It is a snowy and dark winter in the outskirts of Stockholm in 1982. For 12-year-old Oskar (Kare Hedebrant), life does not provide much cheer; his parents are divorced, his mother is never home, he doesn’t have any friends and school has turned into a nightmare as three of his classmates have made a fulltime job out of violently bullying the cherubic boy. It is not so much that the grown-ups around are disappointing, since their absence (even if they are physically present) has become a given in Oskar’s life, but it is truly frightening how his own peers can be so cruel. Enter Eli (Lina Leandersson), the girl who moves in next door. Eli takes a fascination to Oskar despite her initial declaration that “she will not be his friend” when they officially meet each other in the depressing suburban courtyard.
The strange thing is, Eli only comes out when it is dark, she smells like a corpse when she’s hungry and her elder “guardian” brings her the blood of young men, of course after he kills them. Wouldn’t you know it; the girl is a vampire who has been 12 for, well, a very, very long time. But the key here is that Eli is in dire conflict with her blood yearning; she kills out of survival not out of desire.
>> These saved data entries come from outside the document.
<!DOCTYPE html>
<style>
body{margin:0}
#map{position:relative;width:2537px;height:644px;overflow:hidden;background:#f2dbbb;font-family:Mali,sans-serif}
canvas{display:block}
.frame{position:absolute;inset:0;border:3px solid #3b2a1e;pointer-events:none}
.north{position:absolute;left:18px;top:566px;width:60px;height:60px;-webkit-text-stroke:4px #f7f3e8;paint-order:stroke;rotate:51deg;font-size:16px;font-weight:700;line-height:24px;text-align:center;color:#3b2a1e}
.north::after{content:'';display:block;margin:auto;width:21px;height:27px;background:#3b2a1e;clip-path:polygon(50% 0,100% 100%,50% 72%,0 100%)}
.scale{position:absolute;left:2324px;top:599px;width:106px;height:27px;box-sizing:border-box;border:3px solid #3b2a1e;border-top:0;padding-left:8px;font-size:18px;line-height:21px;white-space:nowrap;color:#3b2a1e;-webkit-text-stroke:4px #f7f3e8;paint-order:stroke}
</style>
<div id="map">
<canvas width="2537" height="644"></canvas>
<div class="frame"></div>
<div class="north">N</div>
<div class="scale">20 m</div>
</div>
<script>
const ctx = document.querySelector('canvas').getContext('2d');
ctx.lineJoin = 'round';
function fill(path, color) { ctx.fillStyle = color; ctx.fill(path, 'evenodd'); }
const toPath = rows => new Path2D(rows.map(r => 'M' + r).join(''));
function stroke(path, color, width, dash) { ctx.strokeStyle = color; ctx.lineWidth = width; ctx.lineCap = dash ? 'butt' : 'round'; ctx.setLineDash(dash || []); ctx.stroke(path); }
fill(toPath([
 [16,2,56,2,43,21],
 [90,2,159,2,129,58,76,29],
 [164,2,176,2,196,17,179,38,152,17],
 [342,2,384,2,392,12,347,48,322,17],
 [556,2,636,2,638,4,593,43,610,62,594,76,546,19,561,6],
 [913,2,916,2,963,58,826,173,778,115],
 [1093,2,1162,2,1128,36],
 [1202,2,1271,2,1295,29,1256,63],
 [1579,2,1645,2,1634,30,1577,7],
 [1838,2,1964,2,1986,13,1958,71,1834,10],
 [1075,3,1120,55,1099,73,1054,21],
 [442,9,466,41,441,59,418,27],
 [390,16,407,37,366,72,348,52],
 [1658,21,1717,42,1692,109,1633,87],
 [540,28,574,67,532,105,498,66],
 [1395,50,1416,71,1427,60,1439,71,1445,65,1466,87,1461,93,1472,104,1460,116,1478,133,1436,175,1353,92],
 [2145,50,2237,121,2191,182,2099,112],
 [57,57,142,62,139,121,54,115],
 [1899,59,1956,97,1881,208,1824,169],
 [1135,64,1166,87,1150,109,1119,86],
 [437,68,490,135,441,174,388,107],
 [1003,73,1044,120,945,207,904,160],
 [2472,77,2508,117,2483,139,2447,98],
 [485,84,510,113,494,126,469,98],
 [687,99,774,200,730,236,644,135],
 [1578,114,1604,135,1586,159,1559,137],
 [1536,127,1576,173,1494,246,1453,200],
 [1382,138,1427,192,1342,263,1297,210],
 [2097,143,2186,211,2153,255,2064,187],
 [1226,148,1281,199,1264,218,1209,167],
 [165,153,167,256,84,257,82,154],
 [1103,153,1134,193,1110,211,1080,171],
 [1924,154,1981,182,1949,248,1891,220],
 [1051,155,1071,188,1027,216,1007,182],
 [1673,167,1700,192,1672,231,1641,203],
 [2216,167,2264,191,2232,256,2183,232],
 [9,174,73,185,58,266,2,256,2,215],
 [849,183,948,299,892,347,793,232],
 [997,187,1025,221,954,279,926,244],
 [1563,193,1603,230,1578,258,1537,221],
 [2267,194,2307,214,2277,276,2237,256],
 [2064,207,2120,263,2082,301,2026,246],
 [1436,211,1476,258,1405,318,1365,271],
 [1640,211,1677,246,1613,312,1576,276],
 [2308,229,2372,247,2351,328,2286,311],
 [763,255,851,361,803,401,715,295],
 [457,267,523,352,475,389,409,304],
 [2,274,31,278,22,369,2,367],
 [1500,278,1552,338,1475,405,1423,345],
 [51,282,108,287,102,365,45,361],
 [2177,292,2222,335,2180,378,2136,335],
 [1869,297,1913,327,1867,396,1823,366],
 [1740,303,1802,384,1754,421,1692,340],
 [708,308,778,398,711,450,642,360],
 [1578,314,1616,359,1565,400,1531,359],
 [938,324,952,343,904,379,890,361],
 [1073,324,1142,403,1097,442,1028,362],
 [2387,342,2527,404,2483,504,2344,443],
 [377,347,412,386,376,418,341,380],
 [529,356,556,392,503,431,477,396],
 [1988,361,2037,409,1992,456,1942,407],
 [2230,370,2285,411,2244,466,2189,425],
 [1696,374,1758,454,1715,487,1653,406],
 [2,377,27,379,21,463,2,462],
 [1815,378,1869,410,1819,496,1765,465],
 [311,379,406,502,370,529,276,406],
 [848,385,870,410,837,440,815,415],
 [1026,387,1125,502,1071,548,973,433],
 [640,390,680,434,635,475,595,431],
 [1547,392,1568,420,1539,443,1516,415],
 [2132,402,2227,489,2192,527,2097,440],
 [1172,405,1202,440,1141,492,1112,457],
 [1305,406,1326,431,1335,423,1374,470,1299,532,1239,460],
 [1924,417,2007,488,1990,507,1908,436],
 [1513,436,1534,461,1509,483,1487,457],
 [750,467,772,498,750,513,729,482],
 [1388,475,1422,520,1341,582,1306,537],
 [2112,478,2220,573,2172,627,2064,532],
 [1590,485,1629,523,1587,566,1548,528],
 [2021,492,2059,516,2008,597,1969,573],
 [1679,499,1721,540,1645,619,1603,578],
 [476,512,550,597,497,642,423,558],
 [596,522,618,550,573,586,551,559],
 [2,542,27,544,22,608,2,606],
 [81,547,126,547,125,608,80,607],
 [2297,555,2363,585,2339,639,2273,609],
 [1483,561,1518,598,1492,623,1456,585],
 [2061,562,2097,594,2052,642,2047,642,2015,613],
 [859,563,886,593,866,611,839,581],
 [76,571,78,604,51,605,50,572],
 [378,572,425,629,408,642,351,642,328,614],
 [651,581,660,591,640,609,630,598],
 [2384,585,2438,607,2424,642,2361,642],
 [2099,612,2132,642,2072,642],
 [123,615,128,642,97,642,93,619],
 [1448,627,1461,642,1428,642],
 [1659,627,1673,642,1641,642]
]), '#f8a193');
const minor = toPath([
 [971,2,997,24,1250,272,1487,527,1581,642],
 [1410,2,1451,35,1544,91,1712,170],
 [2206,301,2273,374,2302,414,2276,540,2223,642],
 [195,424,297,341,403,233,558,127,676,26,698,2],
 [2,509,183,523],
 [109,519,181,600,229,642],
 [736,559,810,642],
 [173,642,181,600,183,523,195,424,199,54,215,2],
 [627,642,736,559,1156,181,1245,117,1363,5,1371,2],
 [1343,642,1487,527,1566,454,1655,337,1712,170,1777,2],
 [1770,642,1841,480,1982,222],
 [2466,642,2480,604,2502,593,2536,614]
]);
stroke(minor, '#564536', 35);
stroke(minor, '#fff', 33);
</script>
Noticing the vengeful frustration in Oskar, she warns him with her dry wisdom that they are very different: if he had the chance, he would actually kill the bullies at school. There is something deeply compassionate in Eli despite her general moroseness, and it isn’t long before the two strike a friendship, in which the girl/vampire shows Oskar how to stand up for himself -- perhaps a little too much.
Tomas Alfredson’s restrained and minimalistic directing uses the vampire theme more as a means than an end itself; the violent acts throughout the film are always shown with distance and never up close, the meticulous sound design has a more frightening effect than the visuals itself, thus perhaps making the acts ever more intrinsically disturbing, if not gruesome.
The matte colors of cinematographer Hoyte van Hoytema’s palette create an atmosphere of “Scandinavian” loneliness and isolation, rather than a playground for gushing red blood (most of the time the color of blood comes close to shades of black). Thus it is not the threat of a vampire that creates the horror in this film, but the permeated isolation and alienation of its characters, especially Eli, who does not find power in her predicament, but the sadness of being a freak of nature and of an eternity of remaining alive. And of course Oskar’s own seclusion among his own kind is the most wretched of all; for even though he can walk among the “living,” he finds no warmth or intimacy in his immediate surroundings.
In such a situation, it does not come as a surprise that the most comforting element is the relationship between these two lonely kids, one frozen in her body and the other frozen in his fear. As the story develops to show their blossoming friendship, no matter the dreary circumstances, the genuine acts of friendship and compassion that are carried out between the two provide a different kind of warmth and consolation, even though these acts will bring grim consequences.
The two child actors here are admirable in their subtle and haunting performances, especially that of Leandersson -- it takes guts to express the sagacity of an aging vampire without looking ludicrous.
“Let the Right One In” is one chilly and hair-raising film -- but for all the right reasons. Don’t let the aloof and undemonstrative surface fool you, the more it reverberates in the mind, the more one understands that it is about companionship. If only everyone could be as human as this vampire.